> [INSTRUCTIONS FOR THE TASK]
Within the entries below, every line containing "Tekel" is to be copied.

> [EXTRACTED INFORMATION]
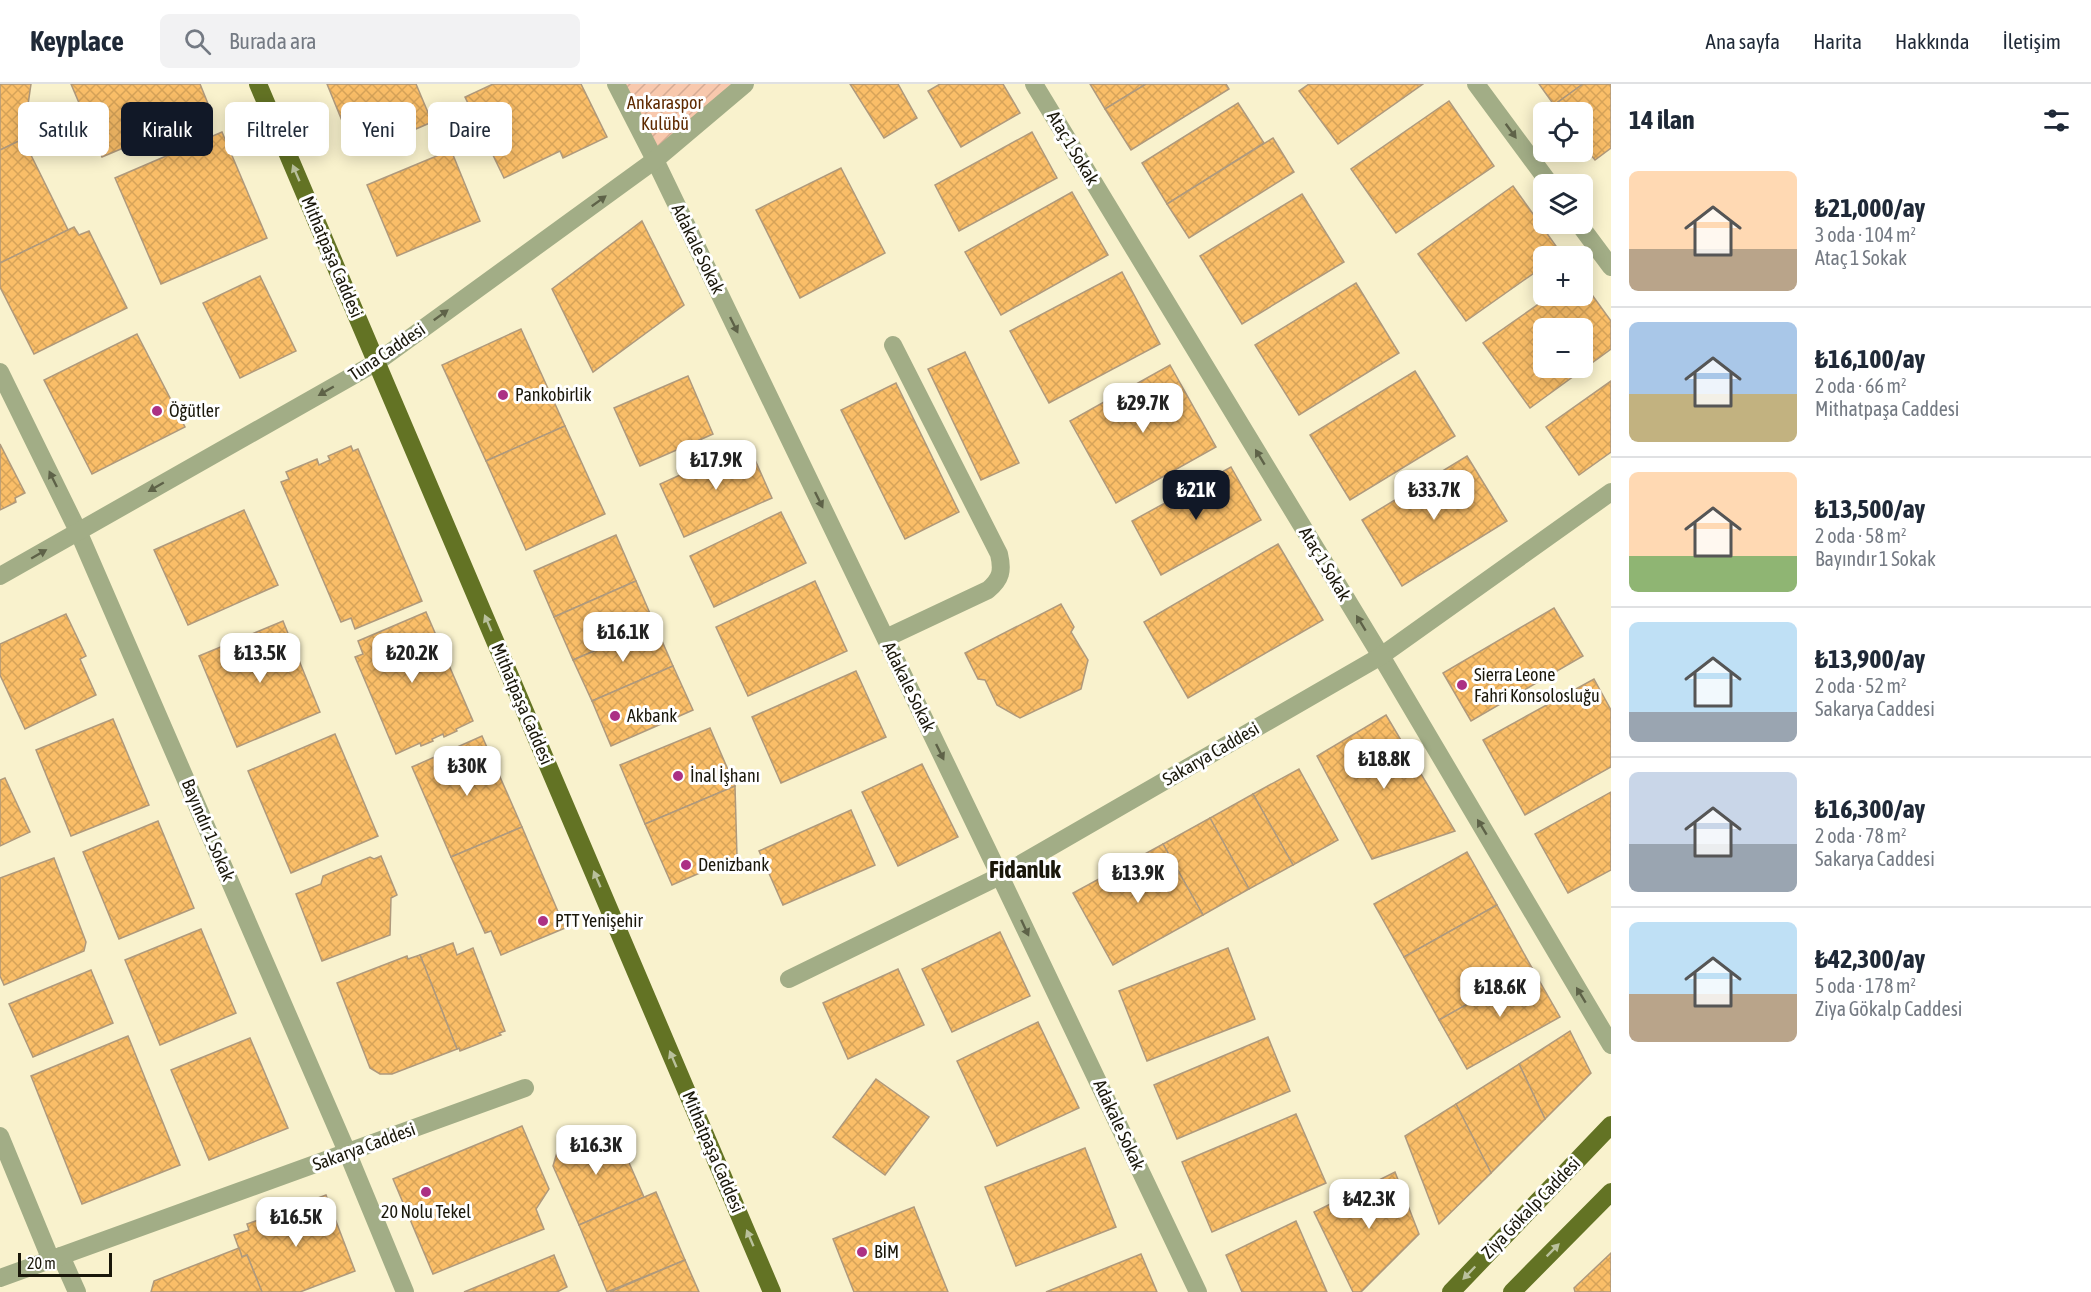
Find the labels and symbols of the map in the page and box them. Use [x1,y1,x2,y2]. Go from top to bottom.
park label: Ankaraspor Kulübü [627,92,704,134]
street label: Ataç 1 Sokak [1043,107,1104,189]
one-way arrow [1505,123,1517,139]
one-way arrow [291,164,300,182]
street label: Mithatpaşa Caddesi [297,193,368,321]
one-way arrow [591,195,607,207]
street label: Adakale Sokak [668,200,729,297]
one-way arrow [432,309,448,321]
one-way arrow [730,316,739,333]
street label: Tuna Caddesi [345,318,429,385]
pin: ₺29.7K [1094,383,1192,434]
place label: Pankobirlik [515,384,591,405]
one-way arrow [317,386,334,396]
marker: Pankobirlik [496,388,510,402]
place label: Öğütler [169,400,220,421]
marker: Öğütler [150,404,164,418]
pin: ₺17.9K [667,440,765,491]
one-way arrow [1254,449,1265,465]
one-way arrow [48,470,57,487]
pin: ₺21K [1160,470,1232,521]
pin: ₺33.7K [1385,470,1483,521]
one-way arrow [147,482,164,492]
one-way arrow [815,492,824,509]
street label: Ataç 1 Sokak [1295,523,1356,605]
one-way arrow [31,548,47,559]
pin: ₺16.1K [574,612,672,663]
one-way arrow [483,614,492,631]
one-way arrow [1356,615,1367,632]
pin: ₺13.5K [211,633,309,684]
pin: ₺20.2K [363,633,461,684]
street label: Adakale Sokak [879,638,940,735]
street label: Mithatpaşa Caddesi [487,640,558,768]
place label: Sierra Leone Fahri Konsolosluğu [1474,664,1600,706]
marker: Sierra Leone Fahri Konsolosluğu [1455,678,1469,692]
place label: Akbank [627,705,677,726]
marker: Akbank [608,709,622,723]
street label: Sakarya Caddesi [1159,718,1263,790]
pin: ₺18.8K [1335,739,1433,790]
one-way arrow [936,743,945,760]
pin: ₺30K [431,746,503,797]
place label: İnal İşhanı [690,765,760,786]
marker: İnal İşhanı [671,769,685,783]
street label: Bayındır 1 Sokak [178,776,239,884]
one-way arrow [1477,818,1487,835]
pin: ₺13.9K [1089,853,1187,904]
place label: Denizbank [698,854,769,875]
district label: Fidanlık [989,856,1061,883]
marker: Denizbank [679,858,693,872]
one-way arrow [592,870,602,888]
place label: PTT Yenişehir [555,910,643,931]
marker: PTT Yenişehir [536,914,550,928]
one-way arrow [1020,919,1029,936]
pin: ₺18.6K [1451,967,1549,1018]
one-way arrow [1576,987,1587,1003]
one-way arrow [668,1049,678,1067]
street label: Adakale Sokak [1089,1076,1150,1173]
street label: Mithatpaşa Caddesi [678,1088,749,1216]
street label: Sakarya Caddesi [310,1118,418,1175]
pin: ₺16.3K [547,1125,645,1176]
street label: Ziya Gökalp Caddesi [1477,1153,1584,1263]
pin: ₺42.3K [1320,1179,1418,1230]
marker: 20 Nolu Tekel [419,1185,433,1199]
pin: ₺16.5K [247,1197,345,1248]
place label: 20 Nolu Tekel [381,1201,471,1222]
one-way arrow [745,1230,754,1247]
place label: BİM [874,1241,899,1262]
one-way arrow [1545,1244,1559,1258]
marker: BİM [855,1245,869,1259]
scale bar [18,1250,112,1278]
one-way arrow [1462,1266,1476,1281]

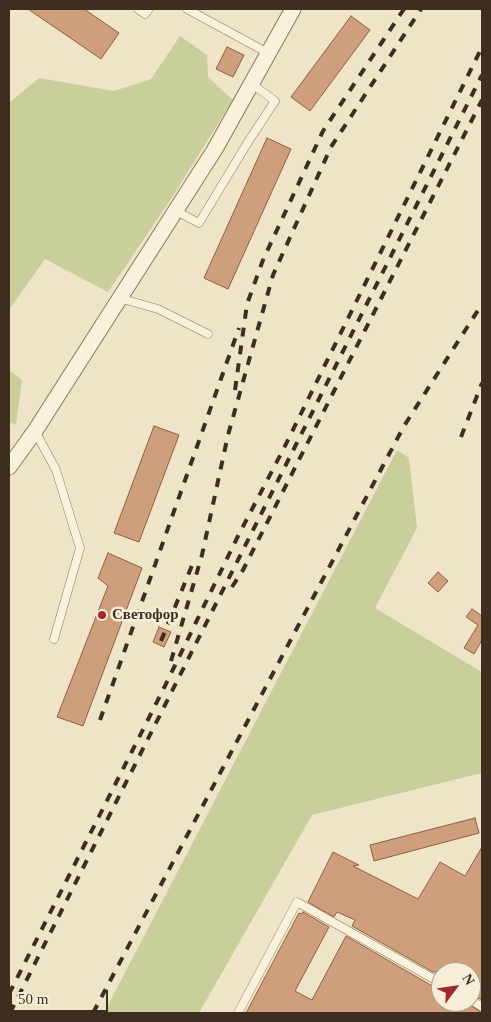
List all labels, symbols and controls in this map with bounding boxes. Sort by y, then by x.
place label: Светофор [112,606,178,624]
marker: Светофор [96,609,108,621]
north arrow [431,962,481,1012]
text: N [459,971,477,988]
scale bar [12,980,110,1012]
text: 50 m [18,991,48,1007]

> [REPLY TO THE TASK]
marker: 20 Nolu Tekel [419,1185,433,1199]
place label: 20 Nolu Tekel [381,1201,471,1222]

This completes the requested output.